> [DATA FOR REVIEW]
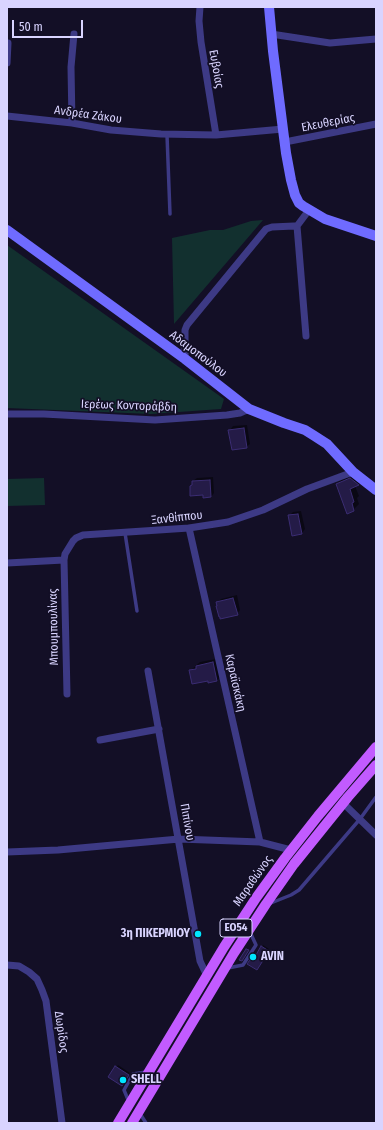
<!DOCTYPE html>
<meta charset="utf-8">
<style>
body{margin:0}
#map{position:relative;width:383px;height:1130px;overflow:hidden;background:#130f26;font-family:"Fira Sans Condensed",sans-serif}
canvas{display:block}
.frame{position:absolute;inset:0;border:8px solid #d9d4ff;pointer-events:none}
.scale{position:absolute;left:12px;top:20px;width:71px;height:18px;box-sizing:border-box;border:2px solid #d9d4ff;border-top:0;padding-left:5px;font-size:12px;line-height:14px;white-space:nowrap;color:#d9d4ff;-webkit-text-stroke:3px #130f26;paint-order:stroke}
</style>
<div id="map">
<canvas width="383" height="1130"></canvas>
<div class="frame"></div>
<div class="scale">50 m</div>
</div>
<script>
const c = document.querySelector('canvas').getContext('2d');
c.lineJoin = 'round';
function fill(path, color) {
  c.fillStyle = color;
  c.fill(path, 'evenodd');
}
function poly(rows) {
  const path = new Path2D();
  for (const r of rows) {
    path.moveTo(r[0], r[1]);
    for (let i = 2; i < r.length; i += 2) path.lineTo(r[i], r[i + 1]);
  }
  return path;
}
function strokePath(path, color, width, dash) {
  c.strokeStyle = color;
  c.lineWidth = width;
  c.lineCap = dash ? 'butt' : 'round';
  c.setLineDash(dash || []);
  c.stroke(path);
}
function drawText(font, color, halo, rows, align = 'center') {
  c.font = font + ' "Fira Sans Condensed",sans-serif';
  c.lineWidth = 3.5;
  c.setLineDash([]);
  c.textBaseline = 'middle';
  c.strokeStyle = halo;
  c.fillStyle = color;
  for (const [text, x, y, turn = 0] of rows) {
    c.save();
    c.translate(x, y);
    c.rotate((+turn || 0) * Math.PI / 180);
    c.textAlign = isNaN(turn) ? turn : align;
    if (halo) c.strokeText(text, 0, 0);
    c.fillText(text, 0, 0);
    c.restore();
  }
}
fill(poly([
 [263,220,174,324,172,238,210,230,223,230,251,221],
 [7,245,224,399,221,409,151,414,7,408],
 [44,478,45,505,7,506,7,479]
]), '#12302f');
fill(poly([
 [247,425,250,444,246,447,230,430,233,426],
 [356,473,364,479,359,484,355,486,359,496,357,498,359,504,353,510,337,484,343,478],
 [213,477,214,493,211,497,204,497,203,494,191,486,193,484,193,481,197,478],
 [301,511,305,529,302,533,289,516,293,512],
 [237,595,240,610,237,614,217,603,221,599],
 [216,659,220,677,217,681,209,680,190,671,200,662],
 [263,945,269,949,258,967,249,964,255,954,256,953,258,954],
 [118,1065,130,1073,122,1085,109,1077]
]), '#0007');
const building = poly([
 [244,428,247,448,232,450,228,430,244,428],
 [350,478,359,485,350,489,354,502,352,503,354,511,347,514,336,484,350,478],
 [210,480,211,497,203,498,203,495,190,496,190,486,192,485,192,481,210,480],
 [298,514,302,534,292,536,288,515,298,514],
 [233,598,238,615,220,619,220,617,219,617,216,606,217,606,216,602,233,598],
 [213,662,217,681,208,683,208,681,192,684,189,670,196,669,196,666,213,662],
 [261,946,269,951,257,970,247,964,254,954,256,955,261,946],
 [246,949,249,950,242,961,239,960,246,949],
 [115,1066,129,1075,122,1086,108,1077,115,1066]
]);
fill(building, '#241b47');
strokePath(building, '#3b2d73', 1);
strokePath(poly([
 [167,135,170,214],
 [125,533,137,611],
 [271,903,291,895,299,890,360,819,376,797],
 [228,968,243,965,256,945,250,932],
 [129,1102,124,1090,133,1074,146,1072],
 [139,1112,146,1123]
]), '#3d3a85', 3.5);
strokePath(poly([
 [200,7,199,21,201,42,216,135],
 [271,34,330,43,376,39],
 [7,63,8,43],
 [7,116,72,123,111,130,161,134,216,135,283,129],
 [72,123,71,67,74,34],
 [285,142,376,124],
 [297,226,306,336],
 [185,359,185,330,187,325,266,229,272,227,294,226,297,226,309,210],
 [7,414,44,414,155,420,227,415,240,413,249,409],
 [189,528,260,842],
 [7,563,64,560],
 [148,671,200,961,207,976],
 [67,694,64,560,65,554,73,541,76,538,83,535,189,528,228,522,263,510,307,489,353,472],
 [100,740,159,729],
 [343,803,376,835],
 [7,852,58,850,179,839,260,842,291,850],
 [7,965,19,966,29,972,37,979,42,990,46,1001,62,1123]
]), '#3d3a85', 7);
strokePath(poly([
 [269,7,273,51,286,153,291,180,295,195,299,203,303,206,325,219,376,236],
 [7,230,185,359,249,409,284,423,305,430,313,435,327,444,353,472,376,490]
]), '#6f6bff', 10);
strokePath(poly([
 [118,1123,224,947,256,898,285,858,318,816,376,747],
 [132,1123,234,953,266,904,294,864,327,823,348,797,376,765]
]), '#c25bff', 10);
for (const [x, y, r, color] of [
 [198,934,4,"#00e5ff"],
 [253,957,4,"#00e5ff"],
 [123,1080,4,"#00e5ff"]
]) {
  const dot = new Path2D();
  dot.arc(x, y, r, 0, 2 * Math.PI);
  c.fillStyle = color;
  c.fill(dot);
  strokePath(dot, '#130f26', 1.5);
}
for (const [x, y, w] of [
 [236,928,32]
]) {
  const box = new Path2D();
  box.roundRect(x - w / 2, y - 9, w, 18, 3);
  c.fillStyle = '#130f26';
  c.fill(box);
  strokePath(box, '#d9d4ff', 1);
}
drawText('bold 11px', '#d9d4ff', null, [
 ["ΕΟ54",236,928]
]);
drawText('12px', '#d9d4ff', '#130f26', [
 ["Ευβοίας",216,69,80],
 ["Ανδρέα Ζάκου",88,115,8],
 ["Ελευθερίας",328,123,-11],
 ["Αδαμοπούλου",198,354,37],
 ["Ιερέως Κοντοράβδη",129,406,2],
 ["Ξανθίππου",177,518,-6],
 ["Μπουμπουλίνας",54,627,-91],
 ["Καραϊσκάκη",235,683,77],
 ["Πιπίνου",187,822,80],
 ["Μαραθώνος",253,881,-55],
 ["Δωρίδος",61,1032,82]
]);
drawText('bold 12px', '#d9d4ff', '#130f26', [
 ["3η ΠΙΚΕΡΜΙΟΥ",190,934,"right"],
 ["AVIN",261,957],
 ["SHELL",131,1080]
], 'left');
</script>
...
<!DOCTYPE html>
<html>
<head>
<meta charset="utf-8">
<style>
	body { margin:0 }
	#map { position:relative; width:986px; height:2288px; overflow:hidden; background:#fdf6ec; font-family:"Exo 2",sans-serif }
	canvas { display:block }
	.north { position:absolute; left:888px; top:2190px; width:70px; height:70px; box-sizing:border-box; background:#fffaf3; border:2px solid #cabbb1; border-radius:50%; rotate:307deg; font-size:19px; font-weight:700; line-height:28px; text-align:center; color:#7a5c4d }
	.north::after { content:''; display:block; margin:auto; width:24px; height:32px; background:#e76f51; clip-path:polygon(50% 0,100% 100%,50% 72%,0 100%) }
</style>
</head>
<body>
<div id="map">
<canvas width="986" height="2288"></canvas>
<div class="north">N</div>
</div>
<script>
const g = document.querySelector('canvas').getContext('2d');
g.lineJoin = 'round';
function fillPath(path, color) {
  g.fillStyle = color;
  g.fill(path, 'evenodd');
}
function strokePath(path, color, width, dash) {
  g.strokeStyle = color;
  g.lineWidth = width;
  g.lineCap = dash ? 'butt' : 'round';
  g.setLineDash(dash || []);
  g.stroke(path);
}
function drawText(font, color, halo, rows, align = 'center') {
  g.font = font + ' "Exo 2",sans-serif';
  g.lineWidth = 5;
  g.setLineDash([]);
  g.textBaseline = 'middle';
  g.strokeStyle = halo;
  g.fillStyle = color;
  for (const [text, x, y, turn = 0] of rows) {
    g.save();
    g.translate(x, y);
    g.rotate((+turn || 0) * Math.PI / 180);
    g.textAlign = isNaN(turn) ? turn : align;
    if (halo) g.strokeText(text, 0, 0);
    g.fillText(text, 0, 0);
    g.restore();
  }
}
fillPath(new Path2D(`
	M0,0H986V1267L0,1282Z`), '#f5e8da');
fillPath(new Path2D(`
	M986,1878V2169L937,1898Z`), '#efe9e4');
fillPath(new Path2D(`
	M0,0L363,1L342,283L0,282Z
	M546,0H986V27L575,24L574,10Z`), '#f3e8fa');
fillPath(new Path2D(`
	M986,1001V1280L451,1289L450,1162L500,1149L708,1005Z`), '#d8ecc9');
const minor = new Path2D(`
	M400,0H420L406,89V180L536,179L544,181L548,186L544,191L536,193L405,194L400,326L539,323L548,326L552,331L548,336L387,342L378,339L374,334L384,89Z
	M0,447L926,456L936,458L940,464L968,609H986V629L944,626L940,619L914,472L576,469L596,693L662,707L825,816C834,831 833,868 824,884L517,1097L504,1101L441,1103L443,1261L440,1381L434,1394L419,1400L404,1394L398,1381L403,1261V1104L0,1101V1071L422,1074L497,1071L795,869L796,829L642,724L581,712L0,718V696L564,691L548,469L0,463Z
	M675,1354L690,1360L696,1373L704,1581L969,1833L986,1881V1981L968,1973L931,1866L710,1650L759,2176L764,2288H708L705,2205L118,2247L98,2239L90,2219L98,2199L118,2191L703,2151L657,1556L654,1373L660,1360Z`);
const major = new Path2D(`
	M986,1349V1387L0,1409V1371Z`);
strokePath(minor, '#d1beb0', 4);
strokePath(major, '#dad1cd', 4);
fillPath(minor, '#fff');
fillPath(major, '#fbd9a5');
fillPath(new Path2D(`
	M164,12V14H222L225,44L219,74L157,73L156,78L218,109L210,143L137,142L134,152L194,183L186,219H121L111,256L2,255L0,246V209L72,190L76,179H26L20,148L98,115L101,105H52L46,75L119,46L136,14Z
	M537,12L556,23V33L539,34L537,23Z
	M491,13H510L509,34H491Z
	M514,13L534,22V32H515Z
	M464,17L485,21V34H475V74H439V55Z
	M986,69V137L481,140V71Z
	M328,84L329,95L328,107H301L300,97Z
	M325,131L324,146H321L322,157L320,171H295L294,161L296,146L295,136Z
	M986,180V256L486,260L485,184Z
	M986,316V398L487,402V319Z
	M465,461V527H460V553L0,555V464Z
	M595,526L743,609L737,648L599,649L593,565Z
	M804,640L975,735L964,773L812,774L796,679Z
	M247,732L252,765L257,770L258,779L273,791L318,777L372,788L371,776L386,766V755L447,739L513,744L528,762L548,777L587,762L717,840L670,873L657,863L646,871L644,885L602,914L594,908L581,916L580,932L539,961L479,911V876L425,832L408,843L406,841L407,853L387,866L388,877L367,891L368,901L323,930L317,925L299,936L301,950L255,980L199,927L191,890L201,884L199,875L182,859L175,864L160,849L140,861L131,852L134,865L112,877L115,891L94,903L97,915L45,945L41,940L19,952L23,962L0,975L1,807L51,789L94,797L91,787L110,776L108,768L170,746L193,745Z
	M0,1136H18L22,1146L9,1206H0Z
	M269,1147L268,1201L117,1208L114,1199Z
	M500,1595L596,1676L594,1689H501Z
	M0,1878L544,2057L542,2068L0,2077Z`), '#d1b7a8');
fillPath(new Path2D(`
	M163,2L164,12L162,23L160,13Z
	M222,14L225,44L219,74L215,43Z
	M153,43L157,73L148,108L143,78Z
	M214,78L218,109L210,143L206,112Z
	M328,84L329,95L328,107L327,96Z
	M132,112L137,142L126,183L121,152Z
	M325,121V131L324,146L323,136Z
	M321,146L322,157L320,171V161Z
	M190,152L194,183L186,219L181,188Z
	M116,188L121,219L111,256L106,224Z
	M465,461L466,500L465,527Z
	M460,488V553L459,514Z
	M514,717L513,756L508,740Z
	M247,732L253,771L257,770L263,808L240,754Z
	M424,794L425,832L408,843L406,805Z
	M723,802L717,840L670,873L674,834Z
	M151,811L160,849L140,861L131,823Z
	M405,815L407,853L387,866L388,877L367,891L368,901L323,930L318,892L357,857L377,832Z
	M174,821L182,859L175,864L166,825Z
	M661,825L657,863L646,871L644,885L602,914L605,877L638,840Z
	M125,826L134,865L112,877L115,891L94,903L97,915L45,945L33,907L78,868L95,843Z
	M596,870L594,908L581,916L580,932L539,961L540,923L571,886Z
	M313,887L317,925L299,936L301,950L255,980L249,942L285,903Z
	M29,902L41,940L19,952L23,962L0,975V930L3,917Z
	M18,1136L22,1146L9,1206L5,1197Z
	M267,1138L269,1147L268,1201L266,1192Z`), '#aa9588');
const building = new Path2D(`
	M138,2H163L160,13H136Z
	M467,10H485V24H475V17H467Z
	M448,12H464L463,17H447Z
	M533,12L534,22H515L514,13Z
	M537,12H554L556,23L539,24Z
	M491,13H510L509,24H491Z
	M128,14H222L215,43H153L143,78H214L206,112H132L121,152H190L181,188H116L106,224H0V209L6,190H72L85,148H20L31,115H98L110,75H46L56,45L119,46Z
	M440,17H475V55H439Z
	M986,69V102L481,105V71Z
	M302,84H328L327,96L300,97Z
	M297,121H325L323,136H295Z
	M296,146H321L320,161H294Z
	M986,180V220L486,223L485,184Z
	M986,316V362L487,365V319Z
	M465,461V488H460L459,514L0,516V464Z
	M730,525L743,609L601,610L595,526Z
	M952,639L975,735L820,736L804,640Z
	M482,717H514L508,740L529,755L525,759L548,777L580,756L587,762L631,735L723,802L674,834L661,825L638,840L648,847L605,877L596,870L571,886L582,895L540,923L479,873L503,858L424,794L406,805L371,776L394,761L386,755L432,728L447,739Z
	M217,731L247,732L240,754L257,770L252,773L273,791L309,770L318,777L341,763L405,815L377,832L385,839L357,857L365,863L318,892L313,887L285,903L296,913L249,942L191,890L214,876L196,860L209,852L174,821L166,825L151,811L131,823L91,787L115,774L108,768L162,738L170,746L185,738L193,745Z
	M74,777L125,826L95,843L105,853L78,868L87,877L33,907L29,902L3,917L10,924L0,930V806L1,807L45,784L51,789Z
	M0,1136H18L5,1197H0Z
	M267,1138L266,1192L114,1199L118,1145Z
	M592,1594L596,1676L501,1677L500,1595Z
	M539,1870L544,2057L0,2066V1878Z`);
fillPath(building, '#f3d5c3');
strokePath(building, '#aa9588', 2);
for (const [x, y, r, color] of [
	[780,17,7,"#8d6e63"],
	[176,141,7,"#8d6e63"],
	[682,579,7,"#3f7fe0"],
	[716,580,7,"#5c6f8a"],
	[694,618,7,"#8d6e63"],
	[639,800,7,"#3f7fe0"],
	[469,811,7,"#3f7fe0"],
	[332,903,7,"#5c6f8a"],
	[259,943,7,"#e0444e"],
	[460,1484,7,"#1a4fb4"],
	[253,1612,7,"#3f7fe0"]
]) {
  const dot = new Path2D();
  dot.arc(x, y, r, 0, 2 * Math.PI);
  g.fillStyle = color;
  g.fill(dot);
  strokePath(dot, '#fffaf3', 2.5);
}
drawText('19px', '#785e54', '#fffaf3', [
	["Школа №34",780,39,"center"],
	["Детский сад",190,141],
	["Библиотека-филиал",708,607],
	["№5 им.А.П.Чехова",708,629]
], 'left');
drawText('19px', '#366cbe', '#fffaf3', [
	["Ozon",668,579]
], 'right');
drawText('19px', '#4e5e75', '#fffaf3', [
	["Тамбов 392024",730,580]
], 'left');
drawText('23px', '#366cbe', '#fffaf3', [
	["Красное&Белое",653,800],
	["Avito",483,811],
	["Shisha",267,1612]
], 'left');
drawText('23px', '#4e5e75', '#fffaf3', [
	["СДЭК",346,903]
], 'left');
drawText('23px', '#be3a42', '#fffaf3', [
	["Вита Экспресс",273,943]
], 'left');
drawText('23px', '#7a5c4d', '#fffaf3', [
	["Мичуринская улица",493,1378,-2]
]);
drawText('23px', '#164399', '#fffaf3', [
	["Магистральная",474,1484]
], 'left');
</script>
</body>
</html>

> [WORK REQUEST]
Within the listing above, copy each line that has the string "strokeText".

> [YOUR RESPONSE]
    if (halo) c.strokeText(text, 0, 0);
    if (halo) g.strokeText(text, 0, 0);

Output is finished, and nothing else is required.